The peace movement ought to follow the example of the Vietnam era anti-war movement in carrying out citizen diplomacy and forging connections with activists and government leaders in countries targeted by the U.S. for attack.
Part of the benefit would be education: They could develop a better understanding of U.S. government depredations and in turn work to better educate the American public with the hope of building a larger peace movement.
One of the speakers during the Vietnam Peace Commemoration Committee webinar, Cora Weiss, was nominated for the Nobel Peace Prize for her courageous efforts on behalf of peace over many decades.
Weiss was a leader in the 1960s of the group Women Strike for Peace, which participated in citizen diplomacy by meeting with Vietnamese delegations and traveling to North Vietnam where they witnessed first-hand the ravaging effects of U.S. bombing.
Weiss recalled Women Strike for Peace’s efforts to secure an atmospheric testing ban for nuclear weapons, which was signed by President John F. Kennedy just months before his death. During the signing, Weiss and her comrades had gathered outside the White House, and Kennedy told his wife, Jackie, to bring them coffee and donuts in recognition of their efforts.
Weiss was part of the Jeannette Rankin Brigade, named after the first female congresswoman who voted against U.S. intervention in World War I and World War II (she was the only vote against the declaration of war on Japan after Pearl Harbor and faced a barrage of hate mail).
To counter the Nixon administration’s argument that it had to bomb North Vietnam until it released all American POWs, Weiss and Women Strike for Peace exchanged letters with POWs, many of whom did not support the bombing and wanted the war to end.
The two other speakers during the webinar were Leslie Cagan, a one-time NYU student who has been involved in peace activism for 60 years, and economist Le Anh Tu Packard, who recounted her family’s support for Vietnamese nationalist movements going back to the era of French colonialism.
Tu’s mother lived for a long time in Vientiane, Laos, after she became a refugee from French bombing and supported the Vietminh, which fought against France and then the U.S. for Vietnam’s liberation under the leadership of Ho Chi Minh.

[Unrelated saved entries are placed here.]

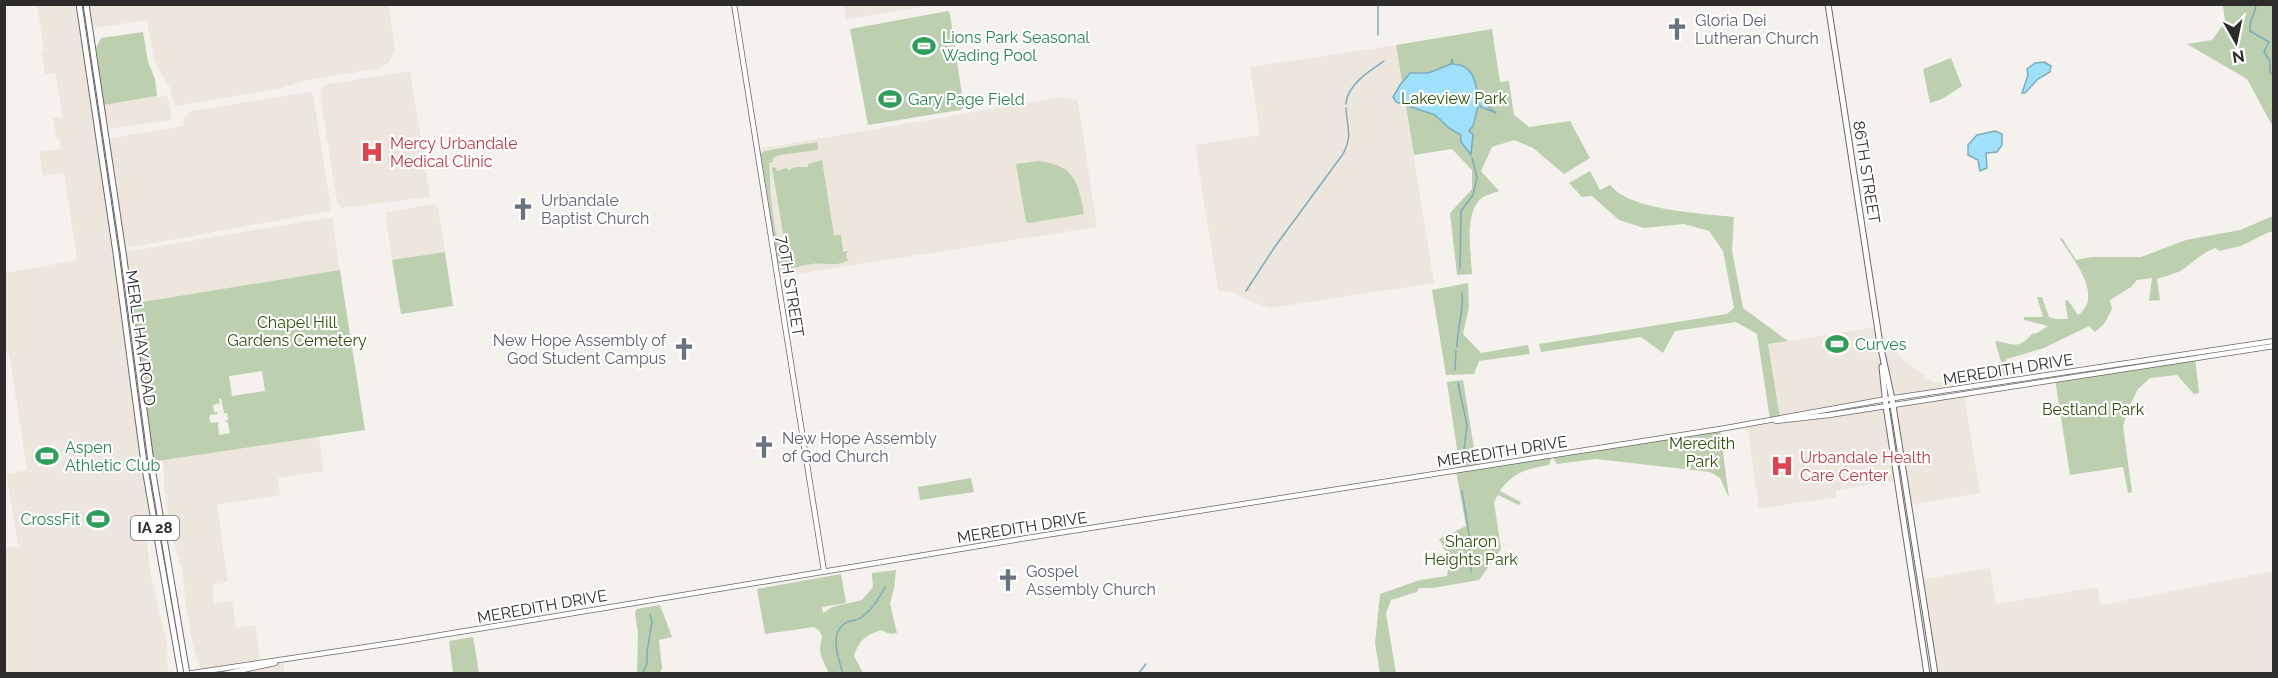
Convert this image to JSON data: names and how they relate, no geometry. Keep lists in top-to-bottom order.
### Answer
{
  "streets": {
    "main road": [
      "86TH STREET",
      "70TH STREET",
      "MERLE HAY ROAD",
      "MEREDITH DRIVE",
      "IA 28"
    ]
  },
  "crossings": [
    ["86TH STREET", "MEREDITH DRIVE"],
    ["70TH STREET", "MEREDITH DRIVE"],
    ["MERLE HAY ROAD", "MEREDITH DRIVE"]
  ],
  "parks": [
    "Lakeview Park",
    "Chapel Hill Gardens Cemetery",
    "Bestland Park",
    "Meredith Park",
    "Sharon Heights Park"
  ],
  "places": {
    "church": [
      "Gloria Dei Lutheran Church",
      "Urbandale Baptist Church",
      "New Hope Assembly of God Student Campus",
      "New Hope Assembly of God Church",
      "Gospel Assembly Church"
    ],
    "sports": [
      "Lions Park Seasonal Wading Pool",
      "Gary Page Field",
      "Curves",
      "Aspen Athletic Club",
      "CrossFit"
    ],
    "hospital": ["Mercy Urbandale Medical Clinic", "Urbandale Health Care Center"]
  },
  "north": "bottom"
}
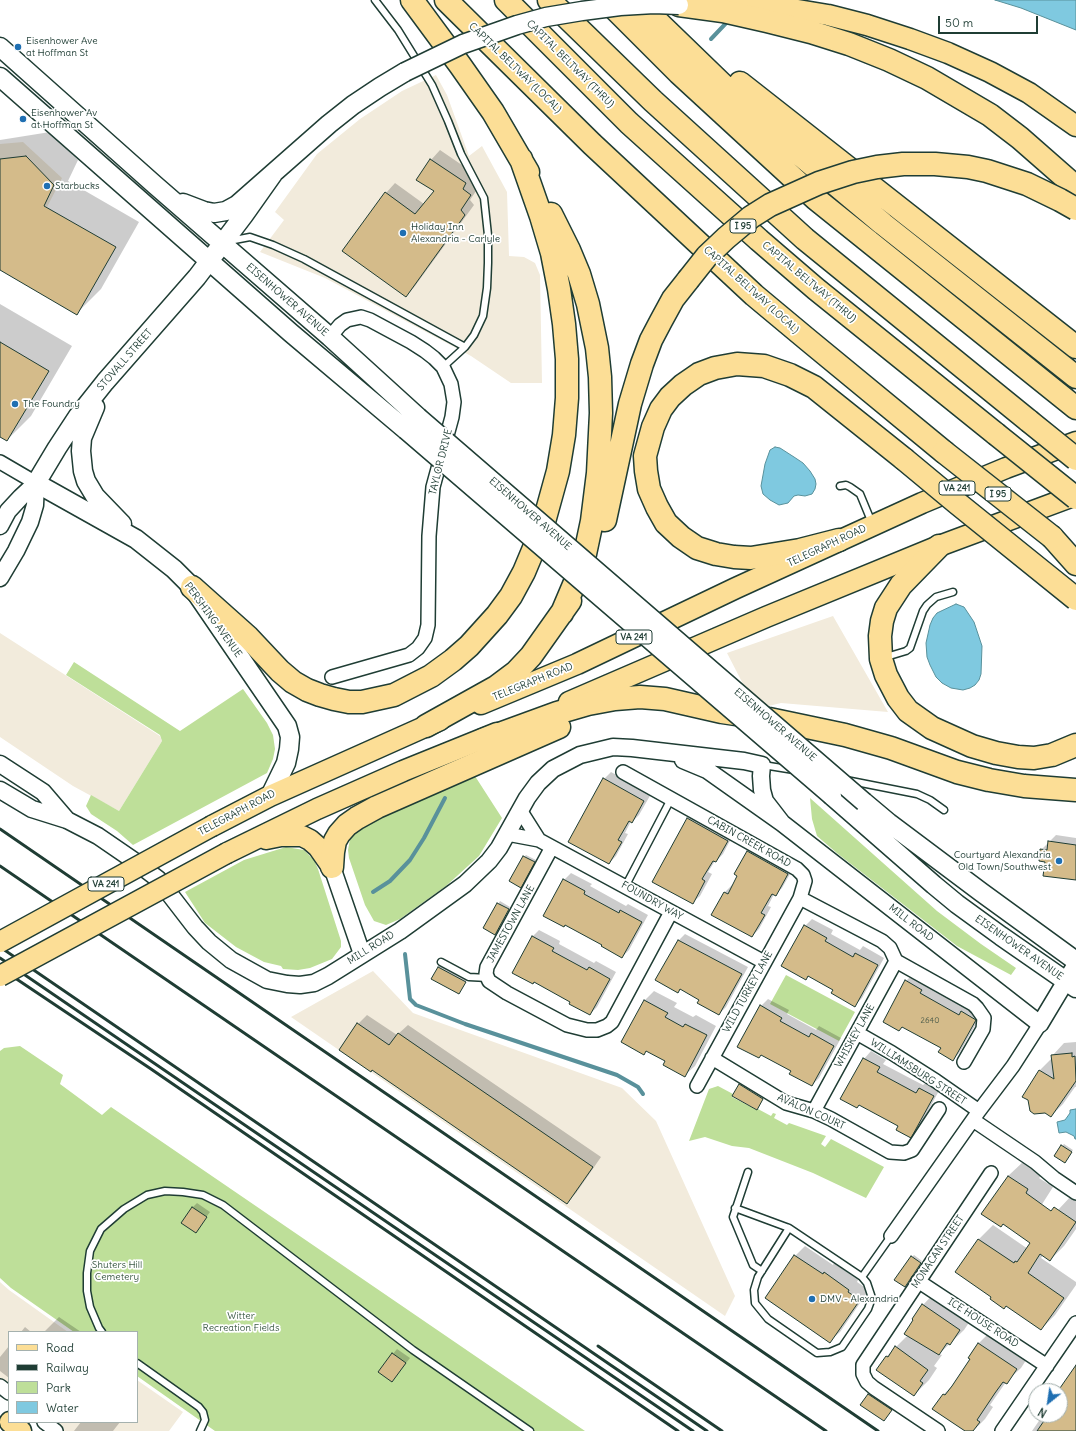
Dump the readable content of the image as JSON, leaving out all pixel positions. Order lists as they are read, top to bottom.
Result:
{
  "streets": {
    "highway": ["CAPITAL BELTWAY (THRU)", "CAPITAL BELTWAY (LOCAL)", "I 95"],
    "main road": [
      "EISENHOWER AVENUE",
      "STOVALL STREET",
      "VA 241",
      "TELEGRAPH ROAD",
      "PERSHING AVENUE"
    ],
    "street": [
      "TAYLOR DRIVE",
      "CABIN CREEK ROAD",
      "FOUNDRY WAY",
      "MILL ROAD",
      "JAMESTOWN LANE",
      "WILD TURKEY LANE",
      "WHISKEY LANE",
      "WILLIAMSBURG STREET",
      "AVALON COURT",
      "MONACAN STREET",
      "ICE HOUSE ROAD"
    ]
  },
  "crossings": [
    ["EISENHOWER AVENUE", "STOVALL STREET"],
    ["EISENHOWER AVENUE", "TAYLOR DRIVE"],
    ["STOVALL STREET", "PERSHING AVENUE"],
    ["TELEGRAPH ROAD", "PERSHING AVENUE"],
    ["CABIN CREEK ROAD", "WILD TURKEY LANE"],
    ["FOUNDRY WAY", "MILL ROAD"],
    ["FOUNDRY WAY", "JAMESTOWN LANE"],
    ["FOUNDRY WAY", "WILD TURKEY LANE"],
    ["WILD TURKEY LANE", "AVALON COURT"],
    ["WHISKEY LANE", "WILLIAMSBURG STREET"],
    ["WHISKEY LANE", "AVALON COURT"],
    ["MONACAN STREET", "ICE HOUSE ROAD"]
  ],
  "parks": ["Shuters Hill Cemetery", "Witter Recreation Fields"],
  "places": [
    "Eisenhower Ave at Hoffman St",
    "Eisenhower Av at Hoffman St",
    "Starbucks",
    "Holiday Inn Alexandria - Carlyle",
    "The Foundry",
    "Courtyard Alexandria Old Town/Southwest",
    "DMV - Alexandria"
  ],
  "house_numbers": ["2640"],
  "legend": [
    "Road",
    "Railway",
    "Park",
    "Water"
  ],
  "scale_bar": "50 m",
  "north": "bottom left"
}
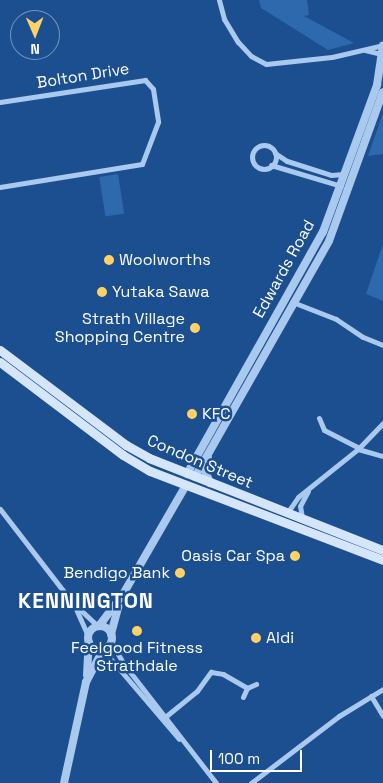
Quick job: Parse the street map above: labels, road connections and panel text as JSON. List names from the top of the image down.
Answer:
{
  "streets": {
    "main road": ["Edwards Road", "Condon Street"],
    "street": ["Bolton Drive"]
  },
  "crossings": [
    ["Edwards Road", "Condon Street"]
  ],
  "districts": ["KENNINGTON"],
  "places": [
    "Woolworths",
    "Yutaka Sawa",
    "Strath Village Shopping Centre",
    "KFC",
    "Oasis Car Spa",
    "Bendigo Bank",
    "Feelgood Fitness Strathdale",
    "Aldi"
  ],
  "scale_bar": "100 m",
  "north": "bottom"
}
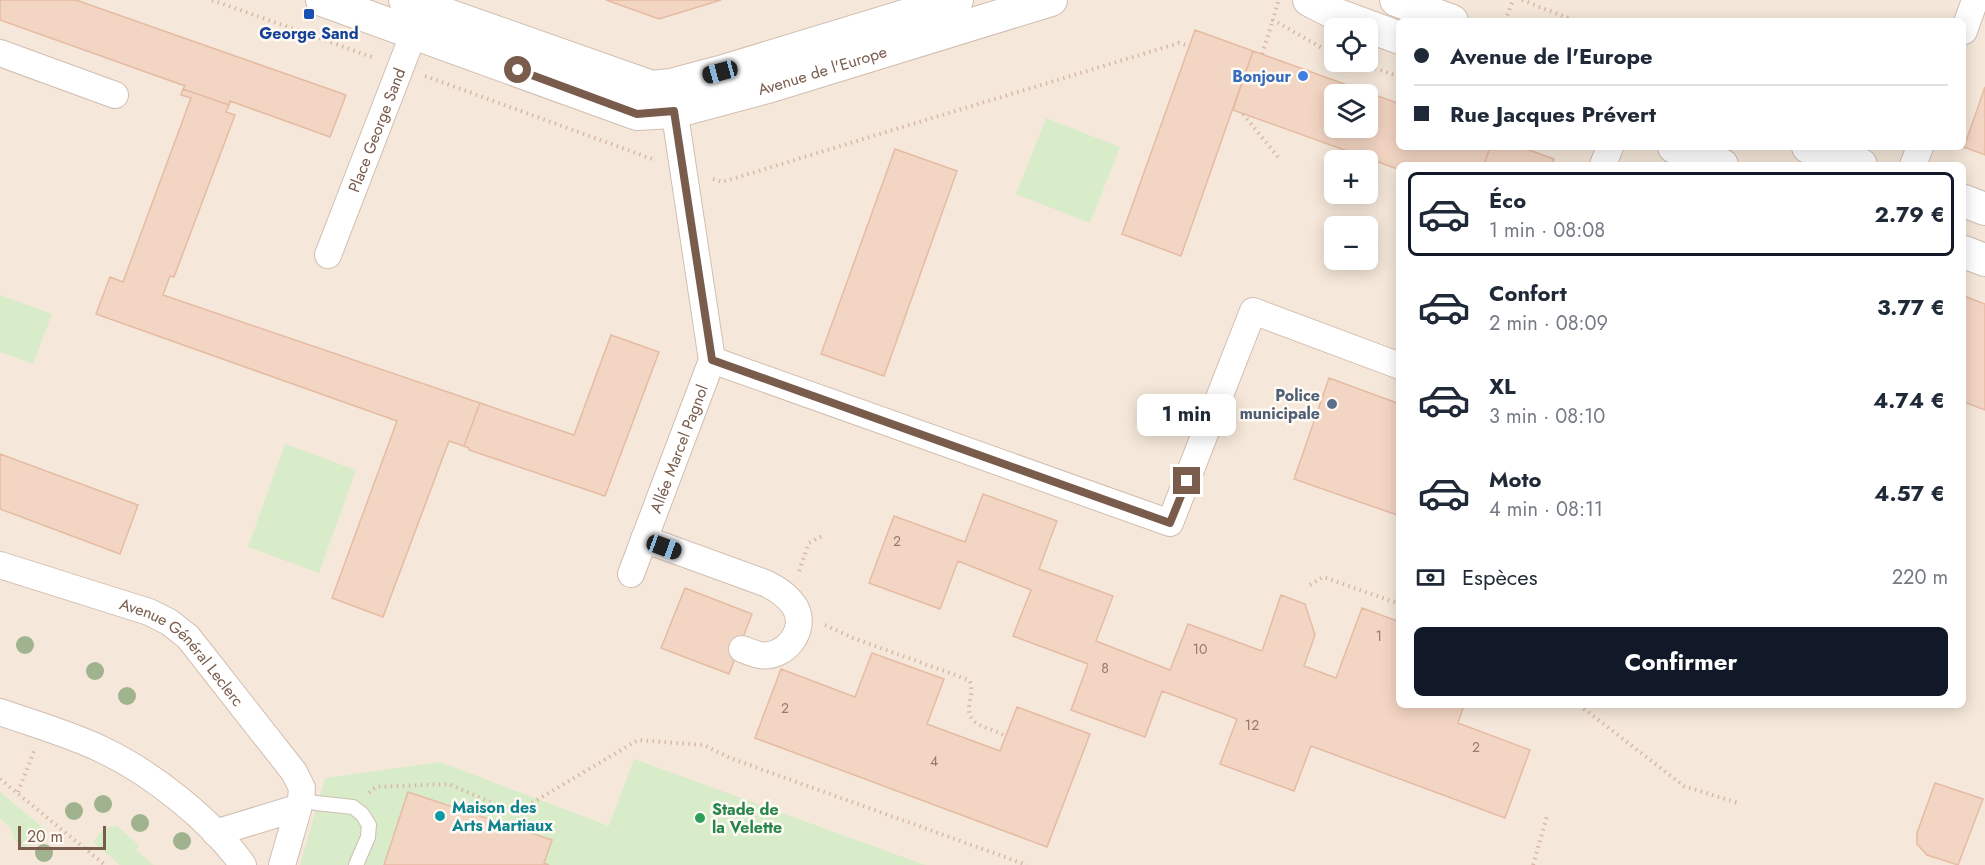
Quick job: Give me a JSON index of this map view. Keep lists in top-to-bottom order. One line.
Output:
{"streets":{"street":["Avenue de l'Europe","Place George Sand","Allée Marcel Pagnol","Avenue Général Leclerc"]},"crossings":[["Avenue de l'Europe","Place George Sand"]],"places":{"transit":["George Sand"],"other":["Bonjour","Police municipale","Maison des Arts Martiaux","Stade de la Velette"]},"house_numbers":["2","1","10","8","2","12","2","4"],"scale_bar":"20 m","page":{"map_buttons":["+","−"],"banner":["Avenue de l'Europe","Rue Jacques Prévert"],"list":[{"name":"Éco","note":"1 min · 08:08","value":"2.79 €"},{"name":"Confort","note":"2 min · 08:09","value":"3.77 €"},{"name":"XL","note":"3 min · 08:10","value":"4.74 €"},{"name":"Moto","note":"4 min · 08:11","value":"4.57 €"}],"bubble":"1 min","pay":["Espèces","220 m"],"buttons":"Confirmer","scale":"20 m"}}
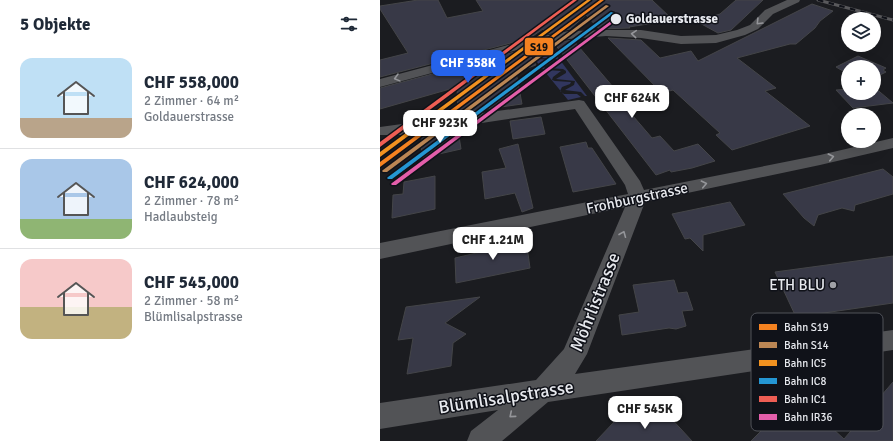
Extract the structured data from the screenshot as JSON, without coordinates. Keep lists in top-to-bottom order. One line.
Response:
{"streets":{"street":["Frohburgstrasse","Möhrlistrasse","Blümlisalpstrasse"]},"crossings":[["Frohburgstrasse","Möhrlistrasse"],["Möhrlistrasse","Blümlisalpstrasse"]],"places":["Goldauerstrasse","ETH BLU"],"lines":["rail line S19","rail line IC5","rail line IC1","rail line S14","rail line IC8","rail line IR36"],"legend":["Bahn S19","Bahn S14","Bahn IC5","Bahn IC8","Bahn IC1","Bahn IR36"],"page":{"heading":"5 Objekte","map_buttons":["+","−"],"list":[{"name":"CHF 558,000","note":"2 Zimmer · 64 m² · Goldauerstrasse"},{"name":"CHF 624,000","note":"2 Zimmer · 78 m² · Hadlaubsteig"},{"name":"CHF 545,000","note":"2 Zimmer · 58 m² · Blümlisalpstrasse"}],"price":["CHF 558K","CHF 624K","CHF 923K","CHF 1.21M","CHF 545K"]}}
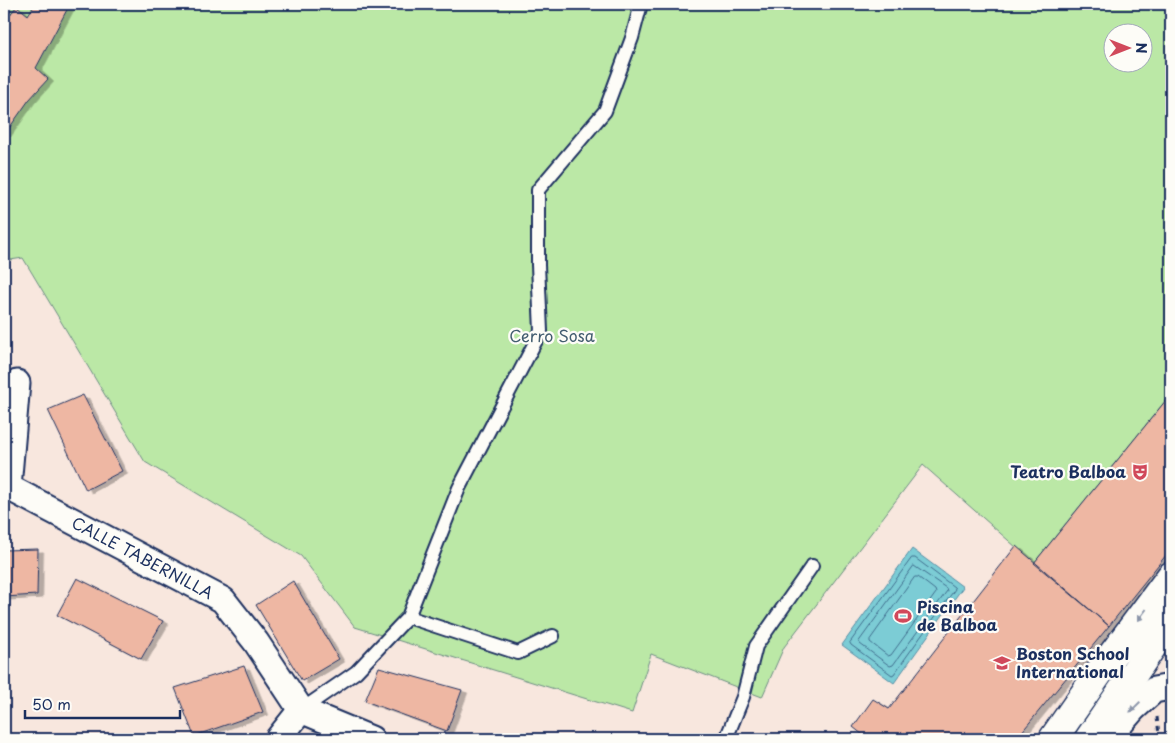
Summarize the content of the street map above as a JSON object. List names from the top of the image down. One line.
{"streets":{"street":["CALLE TABERNILLA"]},"parks":["Cerro Sosa"],"places":{"theatre":["Teatro Balboa"],"sports":["Piscina de Balboa"],"school or university":["Boston School International"]},"scale_bar":"50 m","north":"right"}
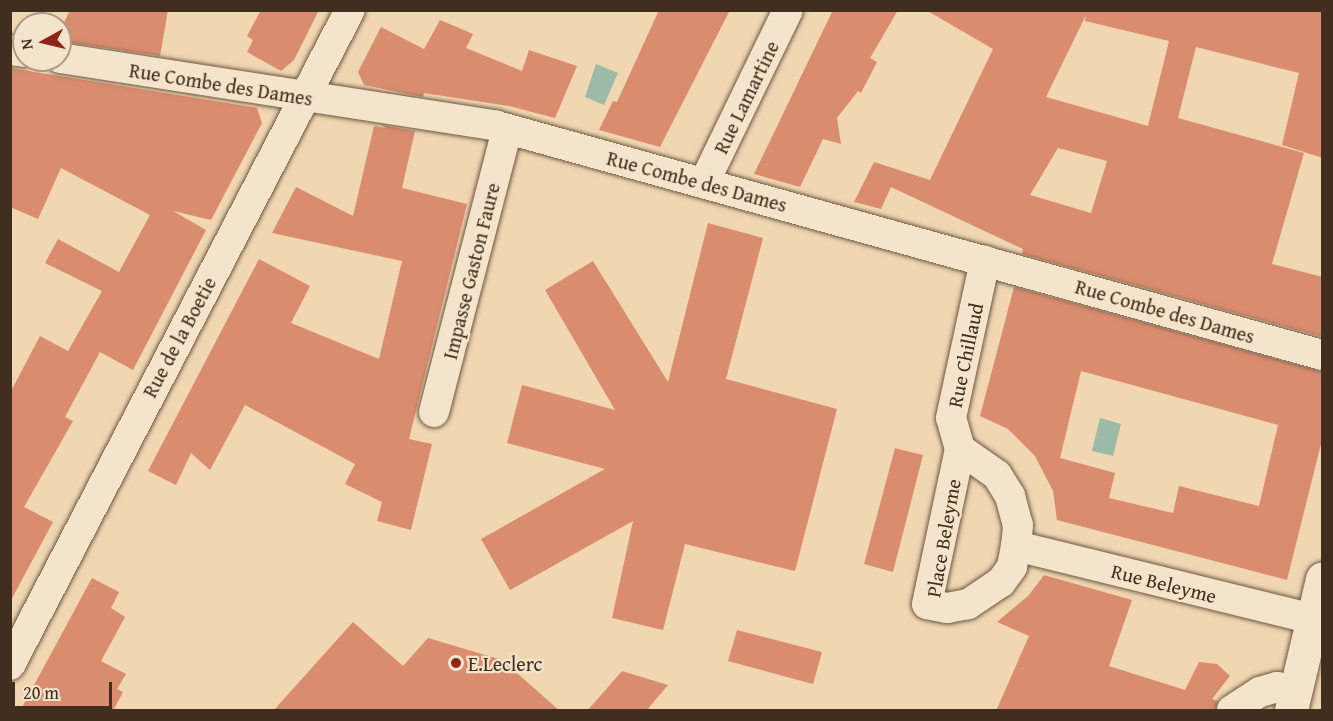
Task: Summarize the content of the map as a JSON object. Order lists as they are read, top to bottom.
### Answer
{
  "streets": {
    "street": [
      "Rue Combe des Dames",
      "Rue Lamartine",
      "Impasse Gaston Faure",
      "Rue de la Boetie",
      "Rue Chillaud",
      "Place Beleyme",
      "Rue Beleyme"
    ]
  },
  "crossings": [
    ["Rue Combe des Dames", "Rue Lamartine"],
    ["Rue Combe des Dames", "Impasse Gaston Faure"],
    ["Rue Combe des Dames", "Rue de la Boetie"],
    ["Rue Combe des Dames", "Rue Chillaud"],
    ["Rue Chillaud", "Place Beleyme"],
    ["Place Beleyme", "Rue Beleyme"]
  ],
  "places": ["E.Leclerc"],
  "scale_bar": "20 m",
  "north": "left"
}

Tu recalled her mother’s view that the Ngo Dinh Diem regime was a puppet government installed by the U.S., as the Pentagon Papers revealed, that the South Vietnamese state was an artifical creation of the U.S., and that U.S. intervention in Vietnam was illegitimate and highly destructive—a view Tu shared.
Sadly, the sordid history of U.S. intervention in Vietnam is hardly known to most Americans today. Americans have been perpetually conditioned to view the war through the lens of the domino theory and Cold War, and to think that the U.S. invasion was designed to defend South Vietnam from North Vietnam’s aggression.
Such a view obscures the fact that Vietnam was a) artificially divided under the terms of the 1954 Geneva agreements, which called for unifying elections that the U.S. never allowed; b) that the North Vietnamese communists were widely regarded as authentic nationalists who spearheaded the defeat of French colonialism; and c) that the regime of Ngo Dinh Diem triggered the growth of a revolutionary guerrilla movement in South Vietnam after it carried out a reign of terror against the political opposition with support from the U.S. military and CIA.
The dominant American view further obscures the imperial objectives that the U.S. pursued in Vietnam, including the desire to transform South Vietnam into a base for the U.S. military, and to open its economy to U.S. business interests and interlink it with U.S. allies—South Korea, the Philippines and Japan—in an anti-Chinese alliance.[1]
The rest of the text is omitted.